I believe AB's point was that you have to have a legal catch before you can determine forward progress. In your play, the receiver does complete the catch by touching inbounds; in his play, he doesn't.
Exactly. Forward progress is determined by the foremost point after POSSESSION, but not until a catch has been made. A player that never lands inbounds hasn't made a catch, and isn't entitled to forward progress.
Take your "catch" in the end zone. Diving (airborne) receiver possesses a pass while in the air over the end zone. He lands on his belly and the ball, which is under him, pops loose. Are you going to call a TD because he possessed the ball over the end zone? Or a leaping receiver jumps and possesses the ball over the end zone, but lands beyond the end line. Touchdown? Of course not, the passes were incomplete, because the receiver never touched inbounds, thus completing the catch.
Same with your play. It's not a TD when the ball was possessed, it didn't become one until he completed the catch. Under FED rules, a player that never hits inbounds, whether pushed or carried, hasn't completed the catch.
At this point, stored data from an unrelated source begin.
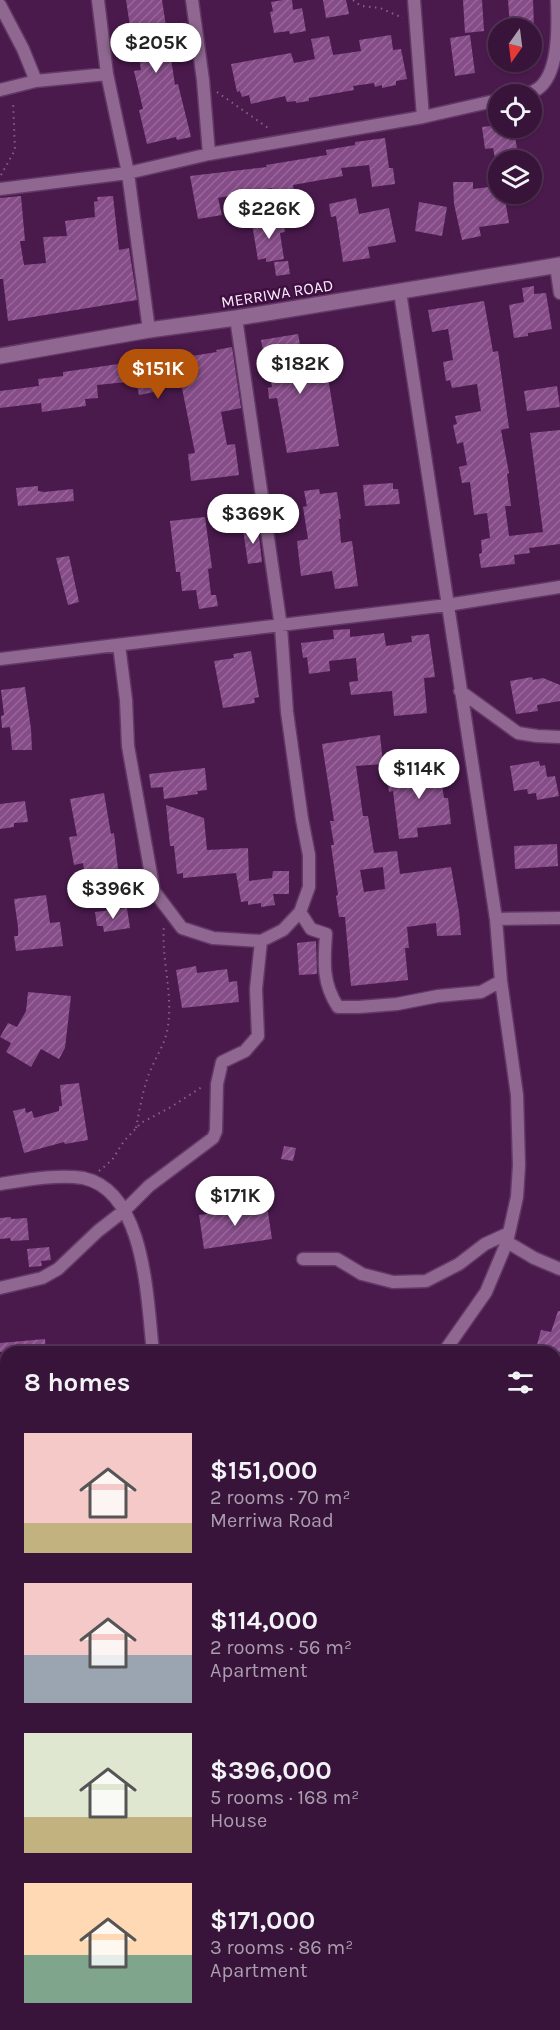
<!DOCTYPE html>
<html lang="en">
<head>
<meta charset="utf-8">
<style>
	body { margin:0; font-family:Karla,sans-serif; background:#432145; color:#f1f3f6; height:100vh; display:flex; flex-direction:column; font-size:22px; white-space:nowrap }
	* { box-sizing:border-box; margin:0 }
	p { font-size:20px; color:#ab9eaf }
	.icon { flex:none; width:33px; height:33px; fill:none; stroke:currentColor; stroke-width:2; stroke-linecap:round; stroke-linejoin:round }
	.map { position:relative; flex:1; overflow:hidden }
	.drawer { position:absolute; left:0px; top:1346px; width:561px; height:686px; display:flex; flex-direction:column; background:#38143a; border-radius:18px 18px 0 0; box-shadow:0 2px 4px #0004,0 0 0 2px #523354 }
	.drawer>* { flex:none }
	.needle { width:39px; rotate:194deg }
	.fabs { position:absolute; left:488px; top:18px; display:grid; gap:12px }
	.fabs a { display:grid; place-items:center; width:54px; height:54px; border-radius:50%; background:#38143a; box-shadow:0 2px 4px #0004,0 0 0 2px #523354; font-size:30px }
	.price { position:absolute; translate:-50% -51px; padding:0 14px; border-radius:21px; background:#fff; color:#222; font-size:20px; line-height:39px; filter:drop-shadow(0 2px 3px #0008) }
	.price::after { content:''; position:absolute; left:50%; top:36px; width:18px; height:14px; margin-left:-9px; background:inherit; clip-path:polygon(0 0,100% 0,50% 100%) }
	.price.active { background:#b45309; color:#fff }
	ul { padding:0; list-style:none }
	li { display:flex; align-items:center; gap:18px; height:150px; padding:0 24px }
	li span { display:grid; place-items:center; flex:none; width:168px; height:120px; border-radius:0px; color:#555 }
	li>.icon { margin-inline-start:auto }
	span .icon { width:72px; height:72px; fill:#fffc; stroke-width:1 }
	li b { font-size:26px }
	h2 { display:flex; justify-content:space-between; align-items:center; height:72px; padding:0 24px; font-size:26px }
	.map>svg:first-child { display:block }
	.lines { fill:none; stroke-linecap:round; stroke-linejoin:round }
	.stream { stroke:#2b6f76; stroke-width:4.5 }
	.building { fill:url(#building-hatch); fill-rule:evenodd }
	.minor-casing { stroke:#633866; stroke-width:15 }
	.tertiary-casing { stroke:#633866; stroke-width:18 }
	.path { stroke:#856188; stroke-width:2; stroke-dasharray:1.5 4.5; stroke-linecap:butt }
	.minor { stroke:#8f6790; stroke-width:12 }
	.tertiary { stroke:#8f6790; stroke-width:15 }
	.labels { text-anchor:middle; stroke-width:5; stroke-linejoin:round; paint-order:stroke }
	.street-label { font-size:16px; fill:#fbeffc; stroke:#3f0f42 }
</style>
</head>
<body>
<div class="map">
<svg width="560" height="2030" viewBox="0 0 560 2030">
	<defs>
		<pattern id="building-hatch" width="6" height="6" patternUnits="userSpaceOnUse" patternTransform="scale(1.5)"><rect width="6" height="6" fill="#854c88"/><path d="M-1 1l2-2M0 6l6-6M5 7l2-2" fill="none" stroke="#97669a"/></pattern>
	</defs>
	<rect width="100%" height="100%" fill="#4a1a4d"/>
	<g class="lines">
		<!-- stream -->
		<path class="stream" d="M555,1982L560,1978
			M502,2030L507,2025"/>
	</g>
	<!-- building -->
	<path class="building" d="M126,0H162L175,85L178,84L191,137L177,140L176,137L147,144L139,110L143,109L134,71L141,70L135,33H131Z
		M283,0H292L293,10L302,8L306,31L290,34L289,31L274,33L270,12L273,11L271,2Z
		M323,0H346L349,14L326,18Z
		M463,0H482L484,31L465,33Z
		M508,0H533L534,28H510Z
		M391,35L393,50L401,49L407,79L396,81V85L382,88V85L375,87L374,83L353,86L354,90L309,98V101L296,103V101L287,102L285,96L251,104L249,95L242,97L240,91L237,92L231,64L291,53L294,63L315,59L311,39L329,36L333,55L361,51L359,40Z
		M470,35L475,73L455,76L450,38Z
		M498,125V128H509L510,131H514L519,160H503L502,157L495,158L493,148L485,149L482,127Z
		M385,138L389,168H393L395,184L372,187L369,165L341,168L343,176L293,185L295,197L274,201L272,188L218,198L222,215L198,219L190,176L267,167L266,165L327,155L326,150L355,145V142Z
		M453,182H473V189L497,186L498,195L500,194L501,200L505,199L509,223L479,227L481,236L462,240L454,204Z
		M21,196L25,241H20L24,265L46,263L43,237L67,236L65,221L95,217L94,202L98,201L97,197L113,196L119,250L129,248L137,300L8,321L3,279H0V198Z
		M356,198L359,214L389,208L396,242L368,247L370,258L343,262L336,216L331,217L329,204Z
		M419,202L447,207L442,236L415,231Z
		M283,219L285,232L280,233L284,259L266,262V258L258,260L252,224Z
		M288,261L290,274L276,276L274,262Z
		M534,286V294L546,293L552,329L528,333V336L514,338L509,305L524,302L522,288Z
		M484,301L493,352L498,351L509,428L501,430L509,473L507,474L511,506H505L509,536L543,532L530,433L560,430V544L529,548L530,553L514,555L515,564L481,568L479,554L482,553L481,540L490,538L487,513L474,515L470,482L462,483L459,467L467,465L463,442L457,444L453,425L457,424L455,416L481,411L477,384L452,388L450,380L446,381L443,362L453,360L448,329L432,332L428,310Z
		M298,334L301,350L313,348L317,373L327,371L339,446L287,453L277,398L269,399L268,388L272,387L266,356H264L261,340Z
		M232,347L241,408L221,412L227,445L235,444L239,475L191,481L188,454L195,453L180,378L157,381L159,391L139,395L136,381L97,385L98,398L85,399L86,406L42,412L41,403L0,408V391L39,386L38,379L63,376V372L153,359L154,362L217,352L216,350Z
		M557,386L560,407L527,411L524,391Z
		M393,483V489H398L400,504L365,506L363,485Z
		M38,486V491L44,492L73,489L74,501L18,506L16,488Z
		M319,489L320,494L337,492L341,519H339L341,543L352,541L358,586L335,589L332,571L301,576L297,541L308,539L303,507L307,506L304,491Z
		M205,517L212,568L208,569L211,595H216L218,606L199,609L196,590L182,591L180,572H176L170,521Z
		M258,527L262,562L248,564L243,529Z
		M69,556L79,602L68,605L56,558Z
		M350,629V637L384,633L386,646L412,642L411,636L429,634L435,677L424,678L427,713L394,716L392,691L351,695L349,682L358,681L356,658L329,661L330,671L309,674L307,657L303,658L301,643L334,639L333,630Z
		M251,651L259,697L254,698L255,703L223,708L214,661L234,658L233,654Z
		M532,677L533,680L543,678L560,685V701L537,705L538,711L516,714L510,681Z
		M25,687L31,729L32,750H12L10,727L2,728L1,716L4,715L1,690Z
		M380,735L383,764L356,766L363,816H368L374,853L397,851L400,874L451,867L459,912L461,935L437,936L436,923L407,927L409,948H405L408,980L351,986L345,917H339L336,896L338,895L331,845H334L330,821H334L322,744ZM383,867L385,889L364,892L360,870Z
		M539,761L540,766L545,765L547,777L555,776L559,796L537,800L536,793L528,794L527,789L514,791L510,766Z
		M434,762L435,767L439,766L444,798H448L451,824L417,828L418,837L399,839L393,791L389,792L387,776L413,774L412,770L421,769L420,764Z
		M205,768L207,790L197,791L198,794L164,799L163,787L151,788L149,774Z
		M104,793L111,834L114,833L120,886L87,890L83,863L74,865L69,837L77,836L70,799Z
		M25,801L28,822L14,823V827L0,829V804Z
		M166,805L204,818L207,850L248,848L249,881L272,878L273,871H289V894H273L275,905L261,907V903L248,905V901L241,902L236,873L183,878V873L177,874L174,846H170Z
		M557,844L558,866L515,869L514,846Z
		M46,895L50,923L60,922L63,946L16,951L14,936H18V927L14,899Z
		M127,908L130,928L104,932L103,926H97L95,912Z
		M316,941L317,974L299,975L297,943Z
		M196,966L197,973L227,969L229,982L237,981L239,1002L182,1008L176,970Z
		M28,992L71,996L65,1048L59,1059L41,1049L31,1067L6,1052L11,1043L0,1037L8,1023L17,1027L26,1011Z
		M79,1083L88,1140L65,1144L64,1142L24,1153L13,1111L25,1108L26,1113L32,1111L34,1118L59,1111V1106H62L60,1085Z
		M284,1146L296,1148L293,1161L281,1159Z
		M267,1206L272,1239L204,1249L199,1215Z
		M11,1217V1219L27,1218L29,1240L11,1241L10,1238L0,1239V1218Z
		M49,1247L51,1260L41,1261L42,1266L29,1267L27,1249Z
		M558,1311H560V1352H535L541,1330L551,1332Z
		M45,1339L46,1352H0V1343Z"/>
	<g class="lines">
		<defs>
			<path id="minor" d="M98,0L107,74L128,173L149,330
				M192,0L203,80L209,154
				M414,0L423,117
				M0,5L23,49L36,81
				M0,90L36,81L107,74
				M520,94C525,94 530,93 534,91C560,79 558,25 557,0
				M0,189L128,173L209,154L423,117L498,100
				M556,266L560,293
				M400,292L496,919L501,981L517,1095L519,1165L517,1197L507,1242L486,1292L444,1352
				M119,645L126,700L128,746L154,891L182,928L213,938L261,941
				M0,659L447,605L560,587
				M460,691L518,733L537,736L560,737
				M300,912L311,929L326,934C324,961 322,983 338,1007H359L397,1004L438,996L481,992L501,981
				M496,919L560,918
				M0,1184C26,1180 57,1174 83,1178C146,1191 147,1301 153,1352
				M507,1242L534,1258L560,1269
				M303,1259H337L362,1274L393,1282L426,1281L459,1264L485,1244L509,1233
				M0,1288L42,1278L58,1269L98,1231L125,1210L149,1186L213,1138L216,1131L217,1084L222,1062L245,1051L258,1036L256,989L261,941L283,930L300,912L309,887V855L302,819L287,712L281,627L236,318
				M0,1491H6
				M555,1510L560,1494
				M555,1582V1583
				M0,1653L6,1652
				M0,1847L6,1851
				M555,1918L560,1916
				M0,2021L6,2012
				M180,2025L182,2030
				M278,2030L284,2025
				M467,2030L473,2025"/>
			<path id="tertiary" d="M0,356L149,330L236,318L560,265"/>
		</defs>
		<!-- minor casing -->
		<use href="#minor" class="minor-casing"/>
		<!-- tertiary casing -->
		<use href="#tertiary" class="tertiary-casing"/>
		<!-- path -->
		<path class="path" d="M353,0L361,6L380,8L403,18
			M217,92L271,130
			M1,175L15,150L13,101
			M136,1128C140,1108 143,1087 151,1069C157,1055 166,1042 168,1026C173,992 161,959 164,925
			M99,1171L112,1160L124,1141L141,1123L171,1107L202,1087"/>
		<!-- minor -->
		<use href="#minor" class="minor"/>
		<!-- tertiary -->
		<use href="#tertiary" class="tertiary"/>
	</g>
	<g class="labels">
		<!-- street labels -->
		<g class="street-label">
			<text transform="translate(277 293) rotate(-9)" y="6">MERRIWA ROAD</text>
		</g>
	</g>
</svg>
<div class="fabs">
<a><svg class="needle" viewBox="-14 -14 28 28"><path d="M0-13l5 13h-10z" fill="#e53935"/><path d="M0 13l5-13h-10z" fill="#ab9eaf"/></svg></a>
<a><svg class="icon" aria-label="locate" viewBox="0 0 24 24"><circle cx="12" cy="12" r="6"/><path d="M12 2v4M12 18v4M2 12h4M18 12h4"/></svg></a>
<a><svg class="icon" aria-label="layers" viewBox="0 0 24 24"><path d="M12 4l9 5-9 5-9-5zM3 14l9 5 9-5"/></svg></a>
</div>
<b class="price" style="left:156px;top:74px">$205K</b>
<b class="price" style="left:269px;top:240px">$226K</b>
<b class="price" style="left:300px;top:395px">$182K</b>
<b class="price active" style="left:158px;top:400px">$151K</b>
<b class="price" style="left:253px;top:545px">$369K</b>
<b class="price" style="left:419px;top:800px">$114K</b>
<b class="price" style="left:113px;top:920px">$396K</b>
<b class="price" style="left:235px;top:1227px">$171K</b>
<section class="drawer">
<h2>8 homes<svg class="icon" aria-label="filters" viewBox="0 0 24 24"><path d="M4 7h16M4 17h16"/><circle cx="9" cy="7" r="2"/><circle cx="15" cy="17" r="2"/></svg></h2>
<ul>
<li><span style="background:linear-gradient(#f6c9c9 75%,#c2b280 0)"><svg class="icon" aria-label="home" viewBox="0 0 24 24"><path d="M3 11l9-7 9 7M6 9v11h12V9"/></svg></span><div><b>$151,000</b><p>2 rooms · 70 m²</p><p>Merriwa Road</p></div></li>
<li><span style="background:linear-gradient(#f6c9c9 60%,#9aa5b1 0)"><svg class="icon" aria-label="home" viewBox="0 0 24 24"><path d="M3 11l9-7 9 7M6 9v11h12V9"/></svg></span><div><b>$114,000</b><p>2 rooms · 56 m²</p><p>Apartment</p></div></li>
<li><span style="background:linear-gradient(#dfe7d0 70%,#c2b280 0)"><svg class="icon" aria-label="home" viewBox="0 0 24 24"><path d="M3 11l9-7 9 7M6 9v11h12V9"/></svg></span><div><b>$396,000</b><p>5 rooms · 168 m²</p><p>House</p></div></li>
<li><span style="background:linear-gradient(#ffd9b3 60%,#7fa58c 0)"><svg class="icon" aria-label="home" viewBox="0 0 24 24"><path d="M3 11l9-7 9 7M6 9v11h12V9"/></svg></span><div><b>$171,000</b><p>3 rooms · 86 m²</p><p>Apartment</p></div></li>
</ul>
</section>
</div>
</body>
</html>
The rules committee had a clear intent when making the rule: eliminate the judgment of whether a player WOULD have landed inbounds. They did NOT want to duplicate the NCAA rule, then wanted a clear, less judgmental issue: either he did or he didn't land inbounds. HOW he did or didn't wasn't supposed to matter, until the writer of the case play muddied the waters, against the wishes of the rules committee.